Страница 5 из 19
— Но ведь мне может грозить гибель?
— Если твоя гибель послужит к вящей славе Христа и ордена, ты должен пожертвовать жизнью. Но нет! Не ждет тебя гибель! Они гостям не чинят обид, разве только кто-нибудь захочет вызвать тебя на бой, как тот молодой рыцарь, который всем нам послал вызов… Он ли или кто другой, ведь тебе никто из них не страшен…
— Дай-то бог! И все же они могут схватить меня и ввергнуть в подземелье.

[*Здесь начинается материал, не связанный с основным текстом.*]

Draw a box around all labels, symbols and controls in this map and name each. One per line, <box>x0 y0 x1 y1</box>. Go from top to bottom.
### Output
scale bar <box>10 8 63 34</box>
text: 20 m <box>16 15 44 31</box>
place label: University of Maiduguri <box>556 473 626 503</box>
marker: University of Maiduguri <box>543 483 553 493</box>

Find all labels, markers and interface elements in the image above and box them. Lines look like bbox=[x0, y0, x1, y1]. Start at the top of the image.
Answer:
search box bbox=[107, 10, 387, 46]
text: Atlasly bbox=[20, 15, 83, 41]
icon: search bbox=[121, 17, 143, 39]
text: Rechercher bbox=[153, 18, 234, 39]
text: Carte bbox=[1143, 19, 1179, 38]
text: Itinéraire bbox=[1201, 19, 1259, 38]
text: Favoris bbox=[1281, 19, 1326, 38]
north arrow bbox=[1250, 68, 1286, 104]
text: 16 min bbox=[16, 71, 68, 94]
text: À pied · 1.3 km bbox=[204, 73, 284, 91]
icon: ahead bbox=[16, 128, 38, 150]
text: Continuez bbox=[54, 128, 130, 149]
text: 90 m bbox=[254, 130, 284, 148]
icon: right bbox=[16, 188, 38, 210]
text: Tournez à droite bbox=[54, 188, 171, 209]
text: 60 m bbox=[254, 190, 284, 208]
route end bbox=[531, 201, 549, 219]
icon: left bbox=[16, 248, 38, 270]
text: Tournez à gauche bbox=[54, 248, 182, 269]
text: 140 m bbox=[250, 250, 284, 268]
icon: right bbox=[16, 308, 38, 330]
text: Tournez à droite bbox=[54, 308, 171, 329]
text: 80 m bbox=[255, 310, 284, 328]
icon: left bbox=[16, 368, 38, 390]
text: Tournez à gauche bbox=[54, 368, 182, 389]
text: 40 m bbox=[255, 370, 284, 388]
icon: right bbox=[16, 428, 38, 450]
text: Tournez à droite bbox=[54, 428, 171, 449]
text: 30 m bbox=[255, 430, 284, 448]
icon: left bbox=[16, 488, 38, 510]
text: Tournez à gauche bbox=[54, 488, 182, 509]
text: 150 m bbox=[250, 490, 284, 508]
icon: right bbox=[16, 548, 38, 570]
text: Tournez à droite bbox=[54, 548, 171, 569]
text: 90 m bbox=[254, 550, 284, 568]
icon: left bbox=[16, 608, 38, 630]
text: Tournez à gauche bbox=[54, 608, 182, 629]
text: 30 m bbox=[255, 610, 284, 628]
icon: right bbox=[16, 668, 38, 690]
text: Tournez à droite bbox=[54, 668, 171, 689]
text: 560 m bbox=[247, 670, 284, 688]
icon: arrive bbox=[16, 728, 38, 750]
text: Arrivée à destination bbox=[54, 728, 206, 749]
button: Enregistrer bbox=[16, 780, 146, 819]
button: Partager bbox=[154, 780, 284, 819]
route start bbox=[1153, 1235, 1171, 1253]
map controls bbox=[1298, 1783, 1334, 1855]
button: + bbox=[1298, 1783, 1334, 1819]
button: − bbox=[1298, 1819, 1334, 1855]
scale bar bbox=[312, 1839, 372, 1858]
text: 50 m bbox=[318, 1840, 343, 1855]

— Они этого не сделают. Помни, что Юранд написал князю письмо, а ты ведь поедешь жаловаться на Юранда. Ты расскажешь им всю правду о том, что он натворил в Щитно, и они должны будут поверить тебе… Мы первые дали им знать, что у нас какая-то девка, первые пригласили его приехать и посмотреть ее, а он приехал, обезумел, убил комтура, перебил наших людей. Ты расскажешь им так обо всем, и что же тогда они смогут тебе ответить? Слух о смерти Данфельда разнесется уже по всей Мазовии. Князь не станет поэтому жаловаться. Дочку Юранда, наверно, будут искать, но раз сам Юранд написал, что она не у нас, то никто не заподозрит, что мы причастны к ее похищению. Надо выказать храбрость и заткнуть им рты, они ведь подумают, что, если бы мы были виноваты, никто из нас не отважился бы приехать к ним.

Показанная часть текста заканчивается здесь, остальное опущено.